部屋と部屋とを結び、動線を良くするために設けられるのが「廊下」です。「収納を取り付けたいから広くしたい」「居室を広くとるためにできるだけ狭くしたい」など廊下に対する希望は人によって異なります。廊下の幅には決まりがあるのか、目的に応じた適切な幅はどれくらいなのかなど、ムクヤホームの粟津佑介さんに聞きました。

廊下とは

廊下とは、両側を壁や建具などで仕切られた、建物内の細長い通路を指します。主に居室間の動線をスムーズにする目的で設けられますが、音や視線、においなどを遮る役目も果たします。

「住宅の断熱性能が低かった頃には、廊下は住居内の空間を区切って空気の層をつくり、各部屋を断熱する役割もありました」(粟津さん/以下同)

廊下の幅についての基準は?

法律上の制約はある?

建築設計において「廊下幅」は、建築基準法の避難規定(施行令119条)が定める「避難経路の有効幅」を指します。一戸建ての場合は、以下の条件を満たした場合にのみ、基準に沿った幅の廊下を設ける必要があります。

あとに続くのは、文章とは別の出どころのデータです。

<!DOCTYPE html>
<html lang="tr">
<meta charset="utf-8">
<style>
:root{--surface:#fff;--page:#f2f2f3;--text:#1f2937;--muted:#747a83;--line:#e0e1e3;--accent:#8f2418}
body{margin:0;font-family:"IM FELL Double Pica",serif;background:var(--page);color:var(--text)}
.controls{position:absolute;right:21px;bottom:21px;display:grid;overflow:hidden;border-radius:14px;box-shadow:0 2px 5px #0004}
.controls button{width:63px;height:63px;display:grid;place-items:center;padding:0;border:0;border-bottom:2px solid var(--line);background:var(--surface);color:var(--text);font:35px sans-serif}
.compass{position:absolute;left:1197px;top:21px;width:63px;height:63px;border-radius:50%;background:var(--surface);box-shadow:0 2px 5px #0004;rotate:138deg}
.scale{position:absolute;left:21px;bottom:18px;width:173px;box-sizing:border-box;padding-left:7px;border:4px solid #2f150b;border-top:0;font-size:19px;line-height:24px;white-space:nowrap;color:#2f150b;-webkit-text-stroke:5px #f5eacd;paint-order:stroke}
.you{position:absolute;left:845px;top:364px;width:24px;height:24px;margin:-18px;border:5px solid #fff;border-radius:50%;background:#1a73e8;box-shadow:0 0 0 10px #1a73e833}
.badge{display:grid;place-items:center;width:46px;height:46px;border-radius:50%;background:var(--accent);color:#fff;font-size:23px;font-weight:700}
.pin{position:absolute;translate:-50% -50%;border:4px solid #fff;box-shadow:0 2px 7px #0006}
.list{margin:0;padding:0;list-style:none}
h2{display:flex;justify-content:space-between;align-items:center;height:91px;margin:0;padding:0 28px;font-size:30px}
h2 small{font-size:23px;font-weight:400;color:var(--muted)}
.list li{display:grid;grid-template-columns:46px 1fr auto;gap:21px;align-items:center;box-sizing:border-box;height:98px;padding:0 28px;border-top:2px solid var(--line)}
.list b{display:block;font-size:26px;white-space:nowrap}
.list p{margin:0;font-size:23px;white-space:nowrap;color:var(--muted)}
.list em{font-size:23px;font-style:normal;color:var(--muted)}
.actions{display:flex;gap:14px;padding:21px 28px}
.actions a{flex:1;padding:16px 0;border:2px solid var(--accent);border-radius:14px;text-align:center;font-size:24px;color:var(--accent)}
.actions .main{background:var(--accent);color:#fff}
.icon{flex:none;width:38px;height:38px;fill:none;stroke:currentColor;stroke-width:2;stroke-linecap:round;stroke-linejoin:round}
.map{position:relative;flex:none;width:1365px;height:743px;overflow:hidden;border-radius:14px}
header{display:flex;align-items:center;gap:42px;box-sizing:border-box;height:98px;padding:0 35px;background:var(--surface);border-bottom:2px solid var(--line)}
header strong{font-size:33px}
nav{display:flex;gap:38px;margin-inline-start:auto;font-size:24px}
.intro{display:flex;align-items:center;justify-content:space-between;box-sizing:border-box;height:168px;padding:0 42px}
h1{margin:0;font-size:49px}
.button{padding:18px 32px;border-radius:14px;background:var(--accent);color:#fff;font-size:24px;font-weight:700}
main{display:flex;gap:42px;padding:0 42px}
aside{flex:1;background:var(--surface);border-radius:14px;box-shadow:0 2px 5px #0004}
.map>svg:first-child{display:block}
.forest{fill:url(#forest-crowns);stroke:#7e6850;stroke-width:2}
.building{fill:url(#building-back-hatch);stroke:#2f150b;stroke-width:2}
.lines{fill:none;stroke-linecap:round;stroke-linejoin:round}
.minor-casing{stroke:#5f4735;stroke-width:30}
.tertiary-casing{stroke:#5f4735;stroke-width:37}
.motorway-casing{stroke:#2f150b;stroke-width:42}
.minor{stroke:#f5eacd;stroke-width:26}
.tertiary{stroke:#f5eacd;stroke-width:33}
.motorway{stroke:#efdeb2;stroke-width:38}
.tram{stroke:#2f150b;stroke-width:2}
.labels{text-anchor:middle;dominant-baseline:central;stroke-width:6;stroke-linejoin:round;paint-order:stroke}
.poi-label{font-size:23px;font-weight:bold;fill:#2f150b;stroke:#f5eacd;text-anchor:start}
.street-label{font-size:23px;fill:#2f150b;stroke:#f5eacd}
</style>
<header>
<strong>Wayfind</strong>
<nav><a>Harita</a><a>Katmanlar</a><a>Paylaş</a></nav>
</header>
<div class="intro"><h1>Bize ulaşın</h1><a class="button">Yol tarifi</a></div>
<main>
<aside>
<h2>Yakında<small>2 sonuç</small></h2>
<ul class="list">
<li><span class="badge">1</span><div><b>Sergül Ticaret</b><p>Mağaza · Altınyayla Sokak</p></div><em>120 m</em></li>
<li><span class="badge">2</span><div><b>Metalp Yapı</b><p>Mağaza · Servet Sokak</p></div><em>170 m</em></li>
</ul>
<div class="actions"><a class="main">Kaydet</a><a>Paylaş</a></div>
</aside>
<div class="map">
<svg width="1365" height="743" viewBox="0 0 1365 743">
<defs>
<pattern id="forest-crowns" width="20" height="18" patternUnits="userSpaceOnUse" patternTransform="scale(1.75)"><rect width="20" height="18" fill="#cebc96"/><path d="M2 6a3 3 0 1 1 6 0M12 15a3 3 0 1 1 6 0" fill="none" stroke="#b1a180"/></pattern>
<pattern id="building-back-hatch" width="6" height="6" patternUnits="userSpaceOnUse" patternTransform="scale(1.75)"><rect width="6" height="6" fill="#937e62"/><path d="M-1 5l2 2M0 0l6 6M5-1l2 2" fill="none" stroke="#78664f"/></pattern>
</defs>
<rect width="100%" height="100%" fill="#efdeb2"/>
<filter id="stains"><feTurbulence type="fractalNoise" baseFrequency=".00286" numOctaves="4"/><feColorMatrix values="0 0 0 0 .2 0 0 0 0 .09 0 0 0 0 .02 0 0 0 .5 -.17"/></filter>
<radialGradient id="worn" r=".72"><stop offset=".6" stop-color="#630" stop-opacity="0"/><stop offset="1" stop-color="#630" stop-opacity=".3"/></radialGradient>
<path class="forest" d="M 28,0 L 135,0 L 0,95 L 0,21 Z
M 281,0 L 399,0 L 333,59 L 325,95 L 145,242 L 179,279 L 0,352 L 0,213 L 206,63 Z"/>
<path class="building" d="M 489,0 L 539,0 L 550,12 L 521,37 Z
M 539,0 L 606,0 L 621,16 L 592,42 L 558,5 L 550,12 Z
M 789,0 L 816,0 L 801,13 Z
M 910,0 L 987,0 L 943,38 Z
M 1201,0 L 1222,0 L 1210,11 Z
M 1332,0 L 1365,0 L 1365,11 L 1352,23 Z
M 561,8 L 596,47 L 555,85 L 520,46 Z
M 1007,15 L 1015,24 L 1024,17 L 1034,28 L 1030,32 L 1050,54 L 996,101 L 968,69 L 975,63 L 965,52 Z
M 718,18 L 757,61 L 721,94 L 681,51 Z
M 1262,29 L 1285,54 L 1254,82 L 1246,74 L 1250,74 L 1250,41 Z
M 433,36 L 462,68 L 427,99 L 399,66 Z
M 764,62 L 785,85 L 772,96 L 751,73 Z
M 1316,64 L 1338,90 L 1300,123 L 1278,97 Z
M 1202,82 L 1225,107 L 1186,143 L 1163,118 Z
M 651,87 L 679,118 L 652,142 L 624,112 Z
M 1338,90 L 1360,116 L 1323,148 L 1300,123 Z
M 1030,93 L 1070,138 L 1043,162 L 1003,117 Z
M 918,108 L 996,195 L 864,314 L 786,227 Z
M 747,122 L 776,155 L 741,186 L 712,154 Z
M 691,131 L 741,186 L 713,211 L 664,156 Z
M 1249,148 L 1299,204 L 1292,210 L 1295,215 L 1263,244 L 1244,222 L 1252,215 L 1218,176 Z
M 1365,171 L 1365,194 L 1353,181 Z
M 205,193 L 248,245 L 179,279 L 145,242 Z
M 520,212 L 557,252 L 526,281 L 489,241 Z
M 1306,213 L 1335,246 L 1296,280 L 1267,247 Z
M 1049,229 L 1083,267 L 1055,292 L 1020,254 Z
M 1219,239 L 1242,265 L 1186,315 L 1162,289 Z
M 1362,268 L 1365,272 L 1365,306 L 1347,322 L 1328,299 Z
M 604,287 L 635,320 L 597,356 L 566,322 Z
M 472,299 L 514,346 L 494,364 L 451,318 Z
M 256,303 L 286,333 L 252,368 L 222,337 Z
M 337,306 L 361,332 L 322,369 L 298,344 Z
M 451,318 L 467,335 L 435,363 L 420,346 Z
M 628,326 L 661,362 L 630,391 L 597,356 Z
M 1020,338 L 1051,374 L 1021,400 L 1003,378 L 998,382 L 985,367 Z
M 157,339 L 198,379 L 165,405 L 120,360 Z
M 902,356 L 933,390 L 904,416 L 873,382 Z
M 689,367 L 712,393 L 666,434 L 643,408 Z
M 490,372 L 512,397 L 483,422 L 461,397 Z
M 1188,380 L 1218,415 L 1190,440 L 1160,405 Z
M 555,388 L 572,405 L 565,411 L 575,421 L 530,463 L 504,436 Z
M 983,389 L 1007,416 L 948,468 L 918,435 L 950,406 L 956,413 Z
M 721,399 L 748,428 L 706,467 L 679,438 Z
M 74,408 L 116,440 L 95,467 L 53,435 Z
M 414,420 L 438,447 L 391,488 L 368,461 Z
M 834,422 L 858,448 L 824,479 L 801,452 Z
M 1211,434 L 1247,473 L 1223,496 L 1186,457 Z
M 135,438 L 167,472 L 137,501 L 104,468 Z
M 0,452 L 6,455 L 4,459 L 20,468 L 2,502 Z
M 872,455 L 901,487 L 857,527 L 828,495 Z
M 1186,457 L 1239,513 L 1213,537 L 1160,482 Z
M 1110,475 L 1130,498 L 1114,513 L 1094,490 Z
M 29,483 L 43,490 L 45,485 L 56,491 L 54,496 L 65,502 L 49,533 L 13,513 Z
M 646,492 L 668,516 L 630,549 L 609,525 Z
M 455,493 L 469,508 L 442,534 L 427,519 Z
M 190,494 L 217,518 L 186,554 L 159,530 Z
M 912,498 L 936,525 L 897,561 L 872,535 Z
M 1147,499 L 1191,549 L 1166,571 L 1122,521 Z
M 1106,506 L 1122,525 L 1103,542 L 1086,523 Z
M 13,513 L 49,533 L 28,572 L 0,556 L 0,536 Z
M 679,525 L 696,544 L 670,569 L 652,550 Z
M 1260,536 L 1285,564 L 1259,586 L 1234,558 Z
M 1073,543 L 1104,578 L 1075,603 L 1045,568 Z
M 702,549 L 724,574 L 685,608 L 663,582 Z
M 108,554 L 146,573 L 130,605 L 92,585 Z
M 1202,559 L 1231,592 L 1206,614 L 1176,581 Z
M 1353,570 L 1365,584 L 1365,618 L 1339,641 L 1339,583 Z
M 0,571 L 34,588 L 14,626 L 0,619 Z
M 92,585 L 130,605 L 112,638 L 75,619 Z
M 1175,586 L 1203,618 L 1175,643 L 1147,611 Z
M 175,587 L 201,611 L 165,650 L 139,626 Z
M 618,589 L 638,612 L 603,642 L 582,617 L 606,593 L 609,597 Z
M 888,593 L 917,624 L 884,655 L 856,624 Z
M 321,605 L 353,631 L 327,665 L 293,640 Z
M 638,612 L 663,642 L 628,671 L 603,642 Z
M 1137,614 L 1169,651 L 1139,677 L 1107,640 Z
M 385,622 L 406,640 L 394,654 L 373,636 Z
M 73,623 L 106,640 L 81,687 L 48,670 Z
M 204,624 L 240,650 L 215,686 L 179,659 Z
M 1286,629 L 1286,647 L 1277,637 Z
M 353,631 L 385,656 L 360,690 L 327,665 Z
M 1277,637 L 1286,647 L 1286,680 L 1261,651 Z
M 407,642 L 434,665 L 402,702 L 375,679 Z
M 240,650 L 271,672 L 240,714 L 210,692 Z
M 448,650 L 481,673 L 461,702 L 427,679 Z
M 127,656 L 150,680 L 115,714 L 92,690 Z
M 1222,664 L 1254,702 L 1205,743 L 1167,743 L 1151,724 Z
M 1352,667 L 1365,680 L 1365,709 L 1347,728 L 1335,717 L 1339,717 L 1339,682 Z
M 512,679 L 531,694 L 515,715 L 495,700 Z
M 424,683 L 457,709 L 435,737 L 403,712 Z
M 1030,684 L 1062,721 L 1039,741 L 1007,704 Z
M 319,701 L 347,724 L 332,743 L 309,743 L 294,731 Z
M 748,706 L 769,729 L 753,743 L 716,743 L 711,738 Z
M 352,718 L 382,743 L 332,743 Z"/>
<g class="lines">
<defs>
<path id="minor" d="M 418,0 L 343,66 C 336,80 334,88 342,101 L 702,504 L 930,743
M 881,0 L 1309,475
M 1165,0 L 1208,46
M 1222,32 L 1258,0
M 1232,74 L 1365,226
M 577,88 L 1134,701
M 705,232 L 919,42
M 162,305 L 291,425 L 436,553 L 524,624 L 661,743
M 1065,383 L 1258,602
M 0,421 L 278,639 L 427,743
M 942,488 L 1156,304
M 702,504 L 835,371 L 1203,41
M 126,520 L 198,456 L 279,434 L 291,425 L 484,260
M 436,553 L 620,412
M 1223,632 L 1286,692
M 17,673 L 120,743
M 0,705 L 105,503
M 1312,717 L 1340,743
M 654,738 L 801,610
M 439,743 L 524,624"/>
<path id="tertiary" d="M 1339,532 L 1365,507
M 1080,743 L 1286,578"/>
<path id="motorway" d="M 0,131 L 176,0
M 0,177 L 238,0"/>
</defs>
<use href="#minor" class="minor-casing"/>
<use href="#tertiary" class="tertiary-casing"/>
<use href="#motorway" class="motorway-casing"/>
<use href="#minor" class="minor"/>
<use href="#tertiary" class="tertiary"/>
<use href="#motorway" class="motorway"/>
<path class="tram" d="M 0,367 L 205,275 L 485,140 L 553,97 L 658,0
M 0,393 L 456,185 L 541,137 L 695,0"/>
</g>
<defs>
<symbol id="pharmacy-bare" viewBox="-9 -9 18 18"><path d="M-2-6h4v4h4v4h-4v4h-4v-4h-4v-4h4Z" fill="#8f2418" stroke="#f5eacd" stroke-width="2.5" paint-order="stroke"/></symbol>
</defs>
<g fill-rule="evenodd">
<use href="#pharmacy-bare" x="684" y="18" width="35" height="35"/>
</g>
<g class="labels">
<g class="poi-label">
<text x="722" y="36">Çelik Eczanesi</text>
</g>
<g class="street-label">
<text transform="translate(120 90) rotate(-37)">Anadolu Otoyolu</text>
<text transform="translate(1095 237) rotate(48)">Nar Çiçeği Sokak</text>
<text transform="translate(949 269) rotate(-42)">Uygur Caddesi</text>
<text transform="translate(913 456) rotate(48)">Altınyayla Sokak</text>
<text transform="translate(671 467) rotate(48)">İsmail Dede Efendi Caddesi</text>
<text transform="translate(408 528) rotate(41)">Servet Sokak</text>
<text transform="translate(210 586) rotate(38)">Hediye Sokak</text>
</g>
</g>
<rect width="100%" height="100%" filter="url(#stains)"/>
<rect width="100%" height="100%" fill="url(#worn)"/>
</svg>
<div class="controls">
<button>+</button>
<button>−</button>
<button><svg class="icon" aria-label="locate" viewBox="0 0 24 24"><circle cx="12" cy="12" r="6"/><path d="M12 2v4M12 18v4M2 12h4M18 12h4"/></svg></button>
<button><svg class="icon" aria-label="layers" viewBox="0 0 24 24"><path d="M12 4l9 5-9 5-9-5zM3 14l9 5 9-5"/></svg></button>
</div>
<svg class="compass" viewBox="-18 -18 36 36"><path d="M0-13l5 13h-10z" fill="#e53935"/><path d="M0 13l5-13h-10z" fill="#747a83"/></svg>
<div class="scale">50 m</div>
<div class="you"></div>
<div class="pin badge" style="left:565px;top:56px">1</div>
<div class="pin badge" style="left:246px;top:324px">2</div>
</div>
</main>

・3階建て以上、または採光の基準を満たす窓がない部屋がある階
・さらに居室の床面積の合計が200㎡(約60坪)を超える階

これらは一般的な平屋や2階建て、3階建ての一軒家などには該当しないことがほとんどです。上記に該当しない限り、基本的に廊下幅は自由に設計して問題ありません。

一般的な廊下幅の基準は?

「昔ながらの木造軸組工法で建てられる木造住宅は、柱の芯と芯の間が91cmになる『尺(しゃく)モジュール』で設計されるケースがほとんどです。そこから柱や壁の厚みを除いた実際の廊下幅は、78cm前後になるのが一般的です」

前述の通り、一般的な一戸建て住宅の場合、廊下幅に法律的な制限はありませんが、狭ければ快適性は損なわれてしまうでしょう。78cmは、人がすれ違うことを想定したときに最低限必要な幅とされています。特別な事情がない限りは、78cm程度の廊下幅を確保するよう計画すると良いでしょう。

尺モジュールで設計された廊下幅

木造軸組工法で一般的な尺モジュールで家を建てると、廊下幅は約78cmになる(イラスト/てぶくろ星人)

車椅子が通る幅は?

車椅子の幅は手動式で63cm以下、電動式で70cm以下とJIS規格で定められているため、理論上は75〜80cm程度あれば通行自体は可能です。しかし車椅子でスムーズに廊下を利用するなら、90cm以上の幅が望ましいと考えられます。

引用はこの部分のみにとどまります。